Aristotle’s Virtue Epistemology

When:19 Mar 2019, 12:30pm - 2pm
Venue:Room G05, Goldstein, Kensington Campus, UNSW
Who:Associate Professor David Bronstein, Georgetown University
David Bronstein

Abstract: Contemporary virtue epistemologists such as John Greco and Ernest Sosa argue that cognitive acts have certain normative properties because of the capacities from which they issue: a true belief is justified, and counts as an instance of knowledge, because it issues from one or more of the intellectual virtues. In this paper, I argue that Aristotle is not a virtue epistemologist in the contemporary sense (just as others have recently argued that he is not a virtue ethicist in the contemporary sense). This is because he reverses the direction of analysis characteristic of contemporary virtue theories: it’s not that a cognitive act counts as an instance of knowledge because it issues from intellectual virtue; it’s rather that a capacity constitutes an intellectual virtue because it issues in cognitive acts that are instances knowledge.

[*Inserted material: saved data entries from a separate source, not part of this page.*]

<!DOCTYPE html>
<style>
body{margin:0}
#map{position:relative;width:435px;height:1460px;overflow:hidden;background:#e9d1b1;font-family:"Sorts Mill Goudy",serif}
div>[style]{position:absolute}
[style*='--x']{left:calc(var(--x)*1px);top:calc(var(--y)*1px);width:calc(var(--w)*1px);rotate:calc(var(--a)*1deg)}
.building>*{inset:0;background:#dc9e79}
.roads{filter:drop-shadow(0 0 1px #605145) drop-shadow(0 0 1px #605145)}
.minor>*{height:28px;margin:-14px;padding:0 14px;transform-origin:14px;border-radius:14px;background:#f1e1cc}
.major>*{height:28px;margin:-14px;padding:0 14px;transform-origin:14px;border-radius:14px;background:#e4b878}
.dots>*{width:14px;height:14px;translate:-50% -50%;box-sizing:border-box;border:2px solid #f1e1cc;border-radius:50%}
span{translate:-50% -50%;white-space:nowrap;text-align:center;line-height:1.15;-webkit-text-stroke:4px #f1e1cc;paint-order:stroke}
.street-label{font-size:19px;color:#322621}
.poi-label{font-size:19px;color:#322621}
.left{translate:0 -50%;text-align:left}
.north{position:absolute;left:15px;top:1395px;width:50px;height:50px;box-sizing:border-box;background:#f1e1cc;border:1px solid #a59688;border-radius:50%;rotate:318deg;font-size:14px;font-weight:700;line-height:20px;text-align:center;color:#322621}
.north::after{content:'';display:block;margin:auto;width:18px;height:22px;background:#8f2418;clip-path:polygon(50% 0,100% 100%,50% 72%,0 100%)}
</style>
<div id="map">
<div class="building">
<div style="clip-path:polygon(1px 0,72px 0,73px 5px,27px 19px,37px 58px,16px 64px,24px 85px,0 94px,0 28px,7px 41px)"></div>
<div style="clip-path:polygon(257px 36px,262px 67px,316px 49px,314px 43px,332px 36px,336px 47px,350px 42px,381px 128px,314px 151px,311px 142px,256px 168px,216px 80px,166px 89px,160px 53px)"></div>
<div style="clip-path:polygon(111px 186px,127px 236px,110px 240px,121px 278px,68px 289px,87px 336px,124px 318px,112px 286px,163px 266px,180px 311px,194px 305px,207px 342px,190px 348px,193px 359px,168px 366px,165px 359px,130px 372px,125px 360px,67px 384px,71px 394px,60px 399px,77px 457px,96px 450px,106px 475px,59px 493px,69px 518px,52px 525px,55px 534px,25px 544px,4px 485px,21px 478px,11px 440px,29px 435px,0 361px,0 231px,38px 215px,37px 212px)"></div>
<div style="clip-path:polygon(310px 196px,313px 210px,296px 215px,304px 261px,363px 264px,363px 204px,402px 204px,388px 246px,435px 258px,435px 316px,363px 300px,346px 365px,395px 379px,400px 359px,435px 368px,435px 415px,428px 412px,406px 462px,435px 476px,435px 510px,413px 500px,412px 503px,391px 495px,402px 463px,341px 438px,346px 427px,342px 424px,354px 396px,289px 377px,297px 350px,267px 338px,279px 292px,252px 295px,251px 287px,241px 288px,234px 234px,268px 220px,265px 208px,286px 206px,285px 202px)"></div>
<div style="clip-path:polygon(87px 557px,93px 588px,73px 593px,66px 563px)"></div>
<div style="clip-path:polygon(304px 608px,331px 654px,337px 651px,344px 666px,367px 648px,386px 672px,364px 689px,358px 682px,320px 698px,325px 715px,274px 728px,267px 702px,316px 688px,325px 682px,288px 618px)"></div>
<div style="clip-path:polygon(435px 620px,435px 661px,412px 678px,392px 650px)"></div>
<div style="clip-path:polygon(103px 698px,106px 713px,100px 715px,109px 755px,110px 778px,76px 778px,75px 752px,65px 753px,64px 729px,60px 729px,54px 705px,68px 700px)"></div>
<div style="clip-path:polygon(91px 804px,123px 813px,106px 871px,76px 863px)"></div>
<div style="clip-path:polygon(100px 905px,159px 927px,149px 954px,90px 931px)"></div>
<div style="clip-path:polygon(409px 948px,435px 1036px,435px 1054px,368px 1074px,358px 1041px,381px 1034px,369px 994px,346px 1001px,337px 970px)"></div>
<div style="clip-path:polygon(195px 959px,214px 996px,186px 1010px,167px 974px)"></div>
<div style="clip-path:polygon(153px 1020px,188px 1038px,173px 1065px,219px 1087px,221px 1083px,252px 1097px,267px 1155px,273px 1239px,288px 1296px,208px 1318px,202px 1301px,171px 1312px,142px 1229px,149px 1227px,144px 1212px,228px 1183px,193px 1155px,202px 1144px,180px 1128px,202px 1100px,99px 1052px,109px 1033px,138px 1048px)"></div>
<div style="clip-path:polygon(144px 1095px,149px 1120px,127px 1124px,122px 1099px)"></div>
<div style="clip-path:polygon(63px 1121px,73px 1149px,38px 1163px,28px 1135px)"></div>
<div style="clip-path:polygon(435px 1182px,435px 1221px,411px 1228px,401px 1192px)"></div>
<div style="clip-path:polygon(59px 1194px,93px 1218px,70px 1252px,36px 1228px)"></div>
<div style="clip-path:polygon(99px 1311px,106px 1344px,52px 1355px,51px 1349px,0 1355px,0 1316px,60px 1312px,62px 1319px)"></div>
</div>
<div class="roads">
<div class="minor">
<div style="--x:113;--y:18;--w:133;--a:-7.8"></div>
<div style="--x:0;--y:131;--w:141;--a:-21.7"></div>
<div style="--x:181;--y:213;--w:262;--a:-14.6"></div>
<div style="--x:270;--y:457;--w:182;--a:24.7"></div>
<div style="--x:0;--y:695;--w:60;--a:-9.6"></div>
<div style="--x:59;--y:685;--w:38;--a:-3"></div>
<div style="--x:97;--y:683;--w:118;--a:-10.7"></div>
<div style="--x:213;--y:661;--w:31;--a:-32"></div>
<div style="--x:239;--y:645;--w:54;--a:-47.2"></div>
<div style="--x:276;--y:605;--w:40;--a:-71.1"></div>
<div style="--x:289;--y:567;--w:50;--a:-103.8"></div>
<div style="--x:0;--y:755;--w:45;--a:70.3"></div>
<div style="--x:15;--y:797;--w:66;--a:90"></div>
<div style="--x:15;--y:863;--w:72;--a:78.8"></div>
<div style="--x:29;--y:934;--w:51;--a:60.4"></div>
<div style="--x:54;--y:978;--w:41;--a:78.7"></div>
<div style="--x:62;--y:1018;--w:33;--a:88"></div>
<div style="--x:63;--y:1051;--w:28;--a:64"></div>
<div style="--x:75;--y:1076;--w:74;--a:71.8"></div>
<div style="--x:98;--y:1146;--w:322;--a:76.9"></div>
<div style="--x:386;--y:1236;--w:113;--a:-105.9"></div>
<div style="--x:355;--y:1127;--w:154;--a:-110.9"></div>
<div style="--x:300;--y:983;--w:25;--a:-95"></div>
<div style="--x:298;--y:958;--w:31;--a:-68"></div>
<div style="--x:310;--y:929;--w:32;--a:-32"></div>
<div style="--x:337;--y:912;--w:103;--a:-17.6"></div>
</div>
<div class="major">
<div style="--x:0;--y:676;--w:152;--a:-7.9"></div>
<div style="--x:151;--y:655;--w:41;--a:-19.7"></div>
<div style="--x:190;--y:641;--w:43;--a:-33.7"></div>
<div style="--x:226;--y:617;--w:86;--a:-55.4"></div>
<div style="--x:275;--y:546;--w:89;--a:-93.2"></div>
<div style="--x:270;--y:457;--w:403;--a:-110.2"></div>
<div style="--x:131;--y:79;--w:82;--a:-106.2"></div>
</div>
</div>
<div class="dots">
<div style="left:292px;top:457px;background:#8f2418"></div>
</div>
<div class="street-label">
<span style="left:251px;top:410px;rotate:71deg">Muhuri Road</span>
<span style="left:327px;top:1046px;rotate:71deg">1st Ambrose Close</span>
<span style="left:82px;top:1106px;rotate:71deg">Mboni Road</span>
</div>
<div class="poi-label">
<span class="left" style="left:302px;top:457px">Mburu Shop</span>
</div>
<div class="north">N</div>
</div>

I examine Aristotle’s account of virtue across the three domains in which he applies it (craft production, moral action, and cognitive activity), focusing specifically on his account of scientific knowledge. I argue that he thinks a cognitive agent must possess certain intellectual virtues in order to perform an act of scientific knowledge. Nonetheless, I also argue that he denies that the agent’s cognitive act is an instance of scientific knowledge because it issues from such virtues. Aristotle’s act-based virtue epistemology provides a compelling alternative to contemporary agent-based accounts.

Bio: David Bronstein is an Associate Professor in the Department of Philosophy at Georgetown University. He is the author of Aristotle on Knowledge and Learning: the Posterior Analytics (OUP, 2016) and several articles on Plato and Aristotle.